The District Attorney presiding over Young Thug and Gunna’s case has stated that she intends to continue to cite lyrics in any criminal case. Despite criticism, she still stands by her words.
Pushback Against Pushback
During a press conference on Monday, August 29, Fulton County District Attorney Fanni Willis told reporters that she would continue to cite lyrics in criminal cases, even though it has brought about criticism and pushback.
Willis told reporters:
“I think if you decide to admit your crimes over a beat, I’m going to use it,.I’m not targeting anyone. You do not get to commit crimes in my county, and then get to decide to brag on it, which you do that for a form of intimidation and to further the gain and to not be held responsible. I’m going to continue to do that, people can continue to be angry about that.”
“I have some legal advice: Don’t confess to crimes on rap lyrics if you don’t want them used, or at least get out of my county.”
This isn’t the first time Willis has defended the practice.
When authorities first arrested Young Thug and had his lyrics heavily cited throughout the indictment, the attorney spoke to reporters that the first amendment didn’t “protect prosecutors using [lyrics] as evidence if it is such.”
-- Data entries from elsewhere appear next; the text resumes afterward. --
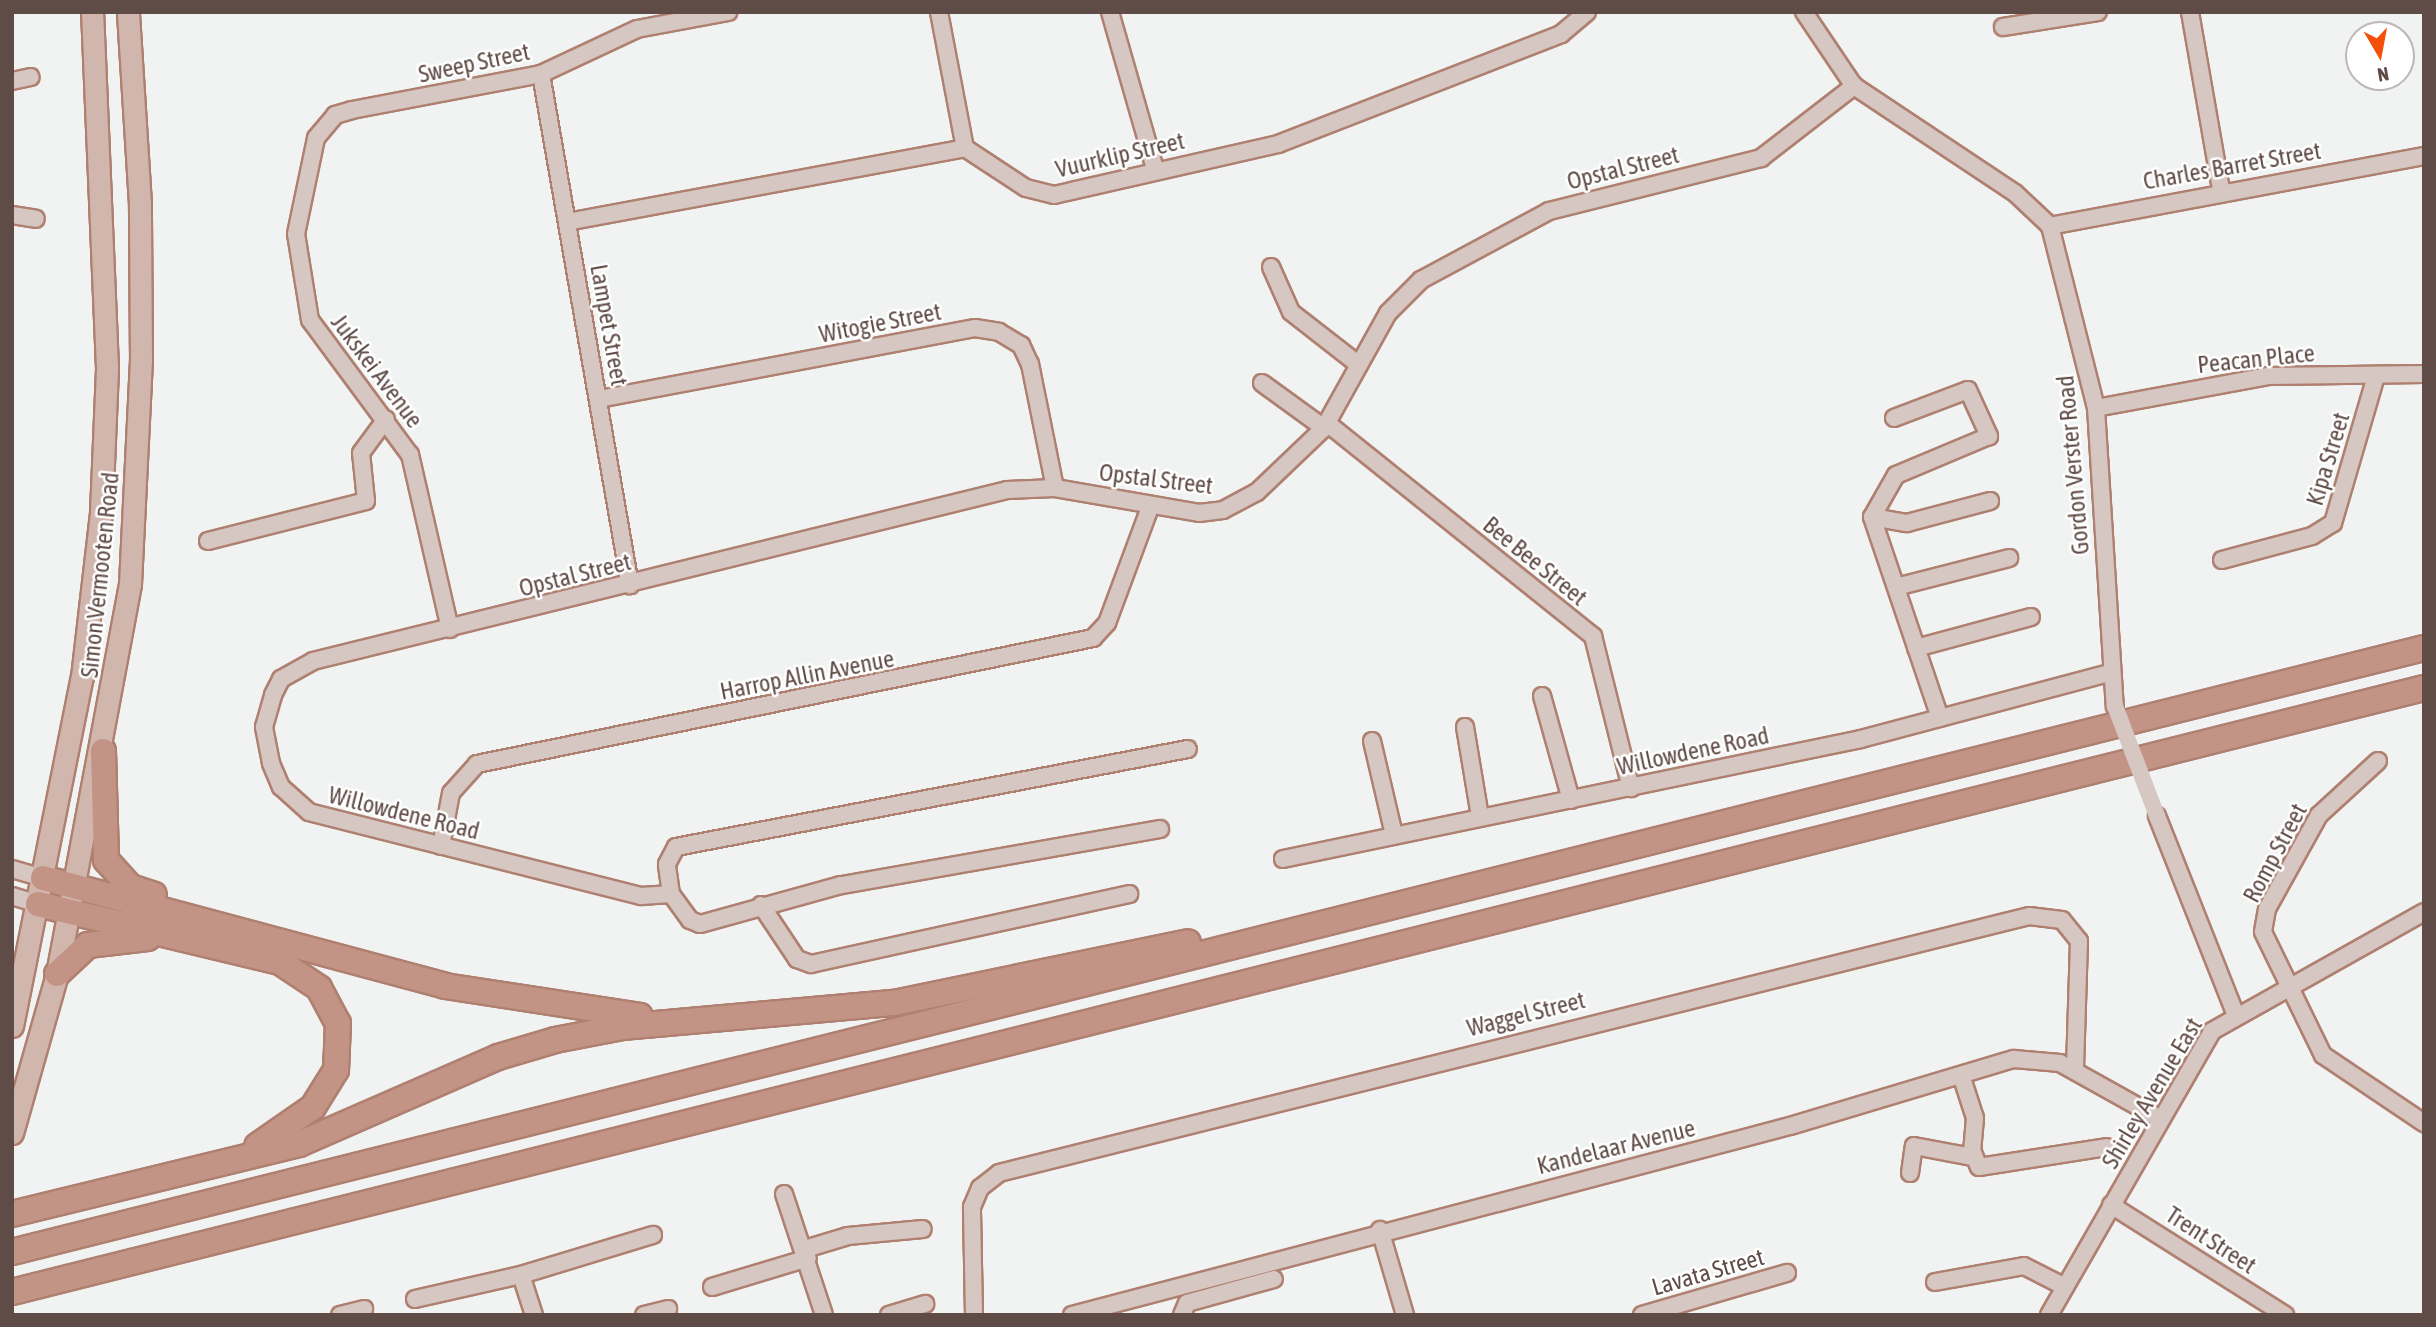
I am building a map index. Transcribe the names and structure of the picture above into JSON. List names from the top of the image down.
{
  "streets": {
    "main road": ["Simon Vermooten Road"],
    "street": [
      "Sweep Street",
      "Vuurklip Street",
      "Charles Barret Street",
      "Opstal Street",
      "Witogie Street",
      "Lampet Street",
      "Peacan Place",
      "Jukskei Avenue",
      "Kipa Street",
      "Gordon Verster Road",
      "Bee Bee Street",
      "Harrop Allin Avenue",
      "Willowdene Road",
      "Romp Street",
      "Waggel Street",
      "Shirley Avenue East",
      "Kandelaar Avenue",
      "Trent Street",
      "Lavata Street"
    ]
  },
  "crossings": [
    ["Sweep Street", "Lampet Street"],
    ["Sweep Street", "Jukskei Avenue"],
    ["Charles Barret Street", "Gordon Verster Road"],
    ["Opstal Street", "Witogie Street"],
    ["Opstal Street", "Lampet Street"],
    ["Opstal Street", "Jukskei Avenue"],
    ["Opstal Street", "Bee Bee Street"],
    ["Opstal Street", "Harrop Allin Avenue"],
    ["Opstal Street", "Willowdene Road"],
    ["Witogie Street", "Lampet Street"],
    ["Peacan Place", "Kipa Street"],
    ["Peacan Place", "Gordon Verster Road"],
    ["Gordon Verster Road", "Willowdene Road"],
    ["Gordon Verster Road", "Shirley Avenue East"],
    ["Bee Bee Street", "Willowdene Road"],
    ["Harrop Allin Avenue", "Willowdene Road"],
    ["Romp Street", "Shirley Avenue East"],
    ["Waggel Street", "Kandelaar Avenue"],
    ["Shirley Avenue East", "Kandelaar Avenue"],
    ["Shirley Avenue East", "Trent Street"]
  ],
  "north": "bottom"
}
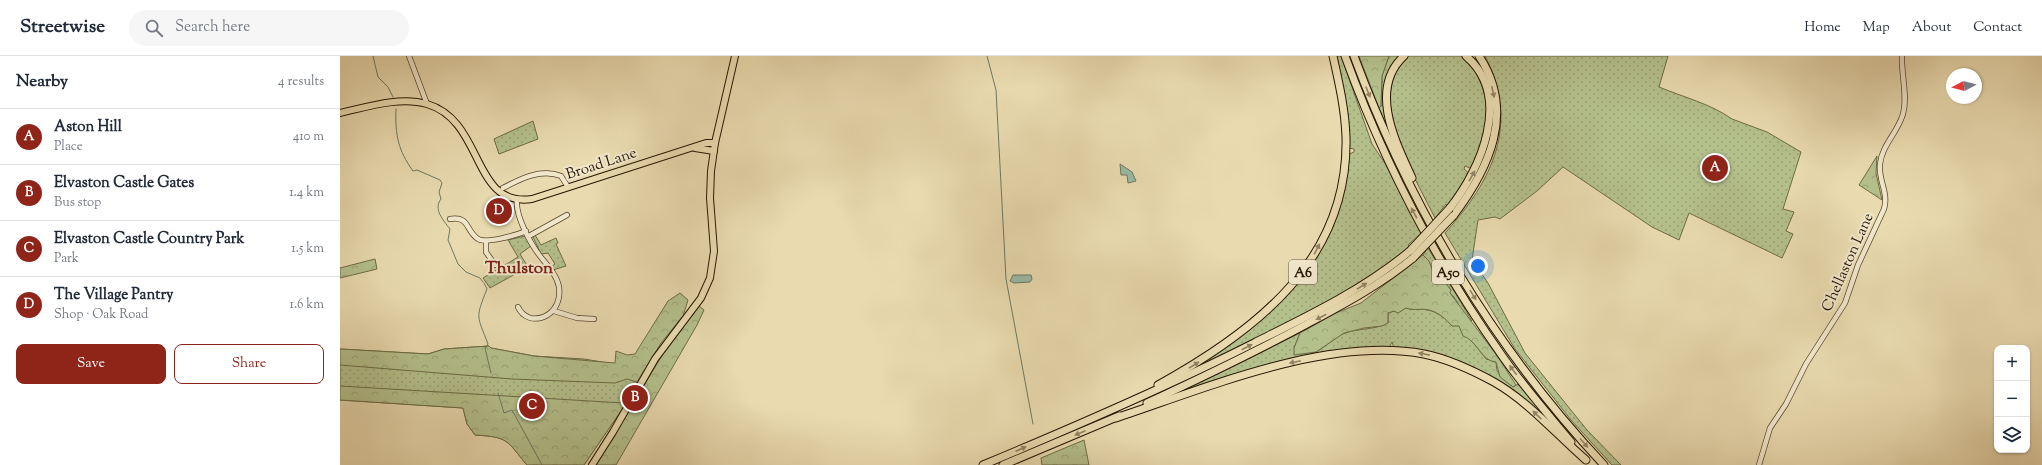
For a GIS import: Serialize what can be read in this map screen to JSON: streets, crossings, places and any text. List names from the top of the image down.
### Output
{
  "streets": {
    "highway": ["A6", "A50"],
    "main road": ["Broad Lane"],
    "street": ["Chellaston Lane"]
  },
  "districts": ["Thulston"],
  "north": "left",
  "page": {
    "header": "Streetwise",
    "search": "Search here",
    "nav": [
      "Home",
      "Map",
      "About",
      "Contact"
    ],
    "heading": ["Nearby", "4 results"],
    "list": [
      {
        "mark": "A",
        "name": "Aston Hill",
        "note": "Place",
        "value": "410 m"
      },
      {
        "mark": "B",
        "name": "Elvaston Castle Gates",
        "note": "Bus stop",
        "value": "1.4 km"
      },
      {
        "mark": "C",
        "name": "Elvaston Castle Country Park",
        "note": "Park",
        "value": "1.5 km"
      },
      {
        "mark": "D",
        "name": "The Village Pantry",
        "note": "Shop · Oak Road",
        "value": "1.6 km"
      }
    ],
    "pins": [
      "A",
      "D",
      "B",
      "C"
    ],
    "buttons": ["Save", "Share"],
    "map_buttons": ["+", "−"]
  }
}
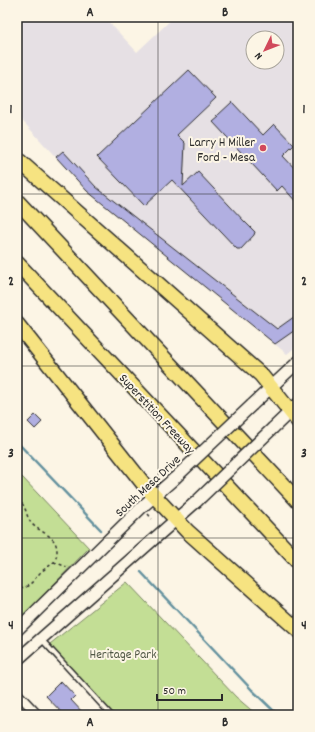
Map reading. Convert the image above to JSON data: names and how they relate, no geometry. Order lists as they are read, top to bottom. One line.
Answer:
{"streets":{"highway":["Superstition Freeway"],"main road":["South Mesa Drive"]},"parks":["Heritage Park"],"places":["Larry H Miller Ford - Mesa"],"scale_bar":"50 m","north":"bottom left","grid":{"columns":["A","B"],"rows":["1","2","3","4"]}}
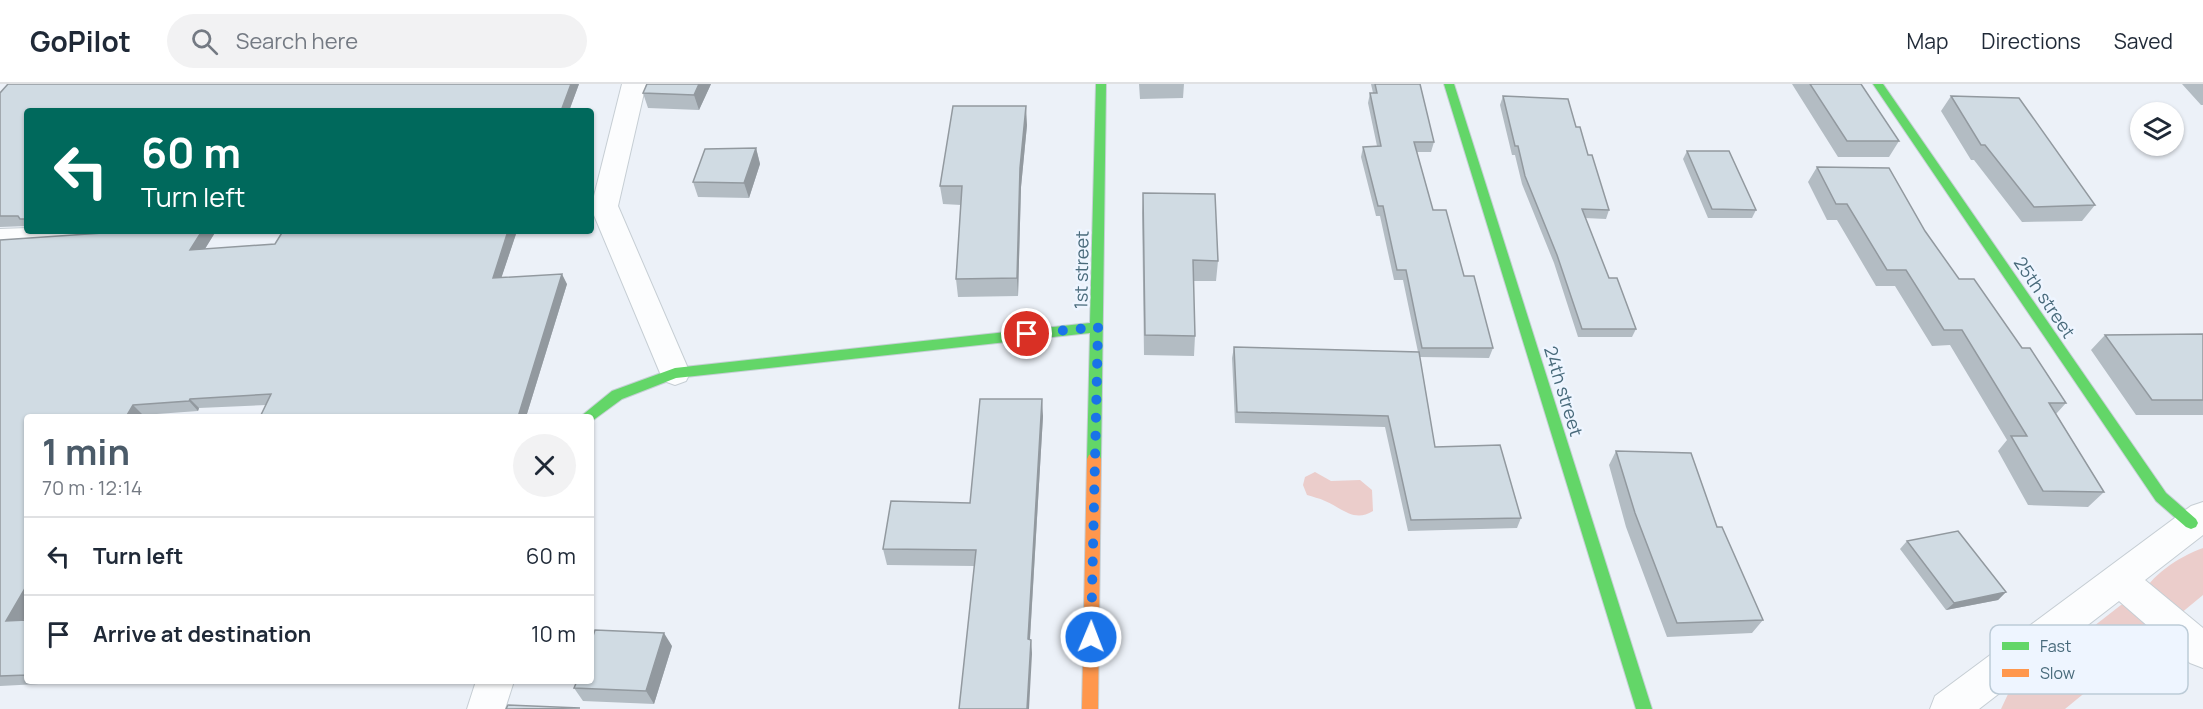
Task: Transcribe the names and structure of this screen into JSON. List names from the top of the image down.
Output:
{
  "streets": {
    "street": ["1st street", "25th street", "24th street"]
  },
  "legend": ["Fast", "Slow"],
  "page": {
    "header": "GoPilot",
    "search": "Search here",
    "nav": ["Map", "Directions", "Saved"],
    "turn": ["60 m", "Turn left"],
    "heading": ["1 min", "70 m · 12:14"],
    "list": [
      {
        "name": "Turn left",
        "value": "60 m"
      },
      {
        "name": "Arrive at destination",
        "value": "10 m"
      }
    ]
  }
}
California Governor Gavin Newsom To Sign Bill Protecting Creative Expression Of Rappers
California Governor Gavin Newsom will be signing a law bill that plans to restrict the usage of rap lyrics as evidence by prosecutors in criminal court cases after the bill gained unanimous approval in both the Senate and Assembly.
When made official, the law requires judges to ask prosecutors why they plan on including lyrics as evidence and decide if the inclusion incites “racial bias into the proceedings.”
Despite this, efforts are being made on a federal level to remove rap lyrics from prosecutors.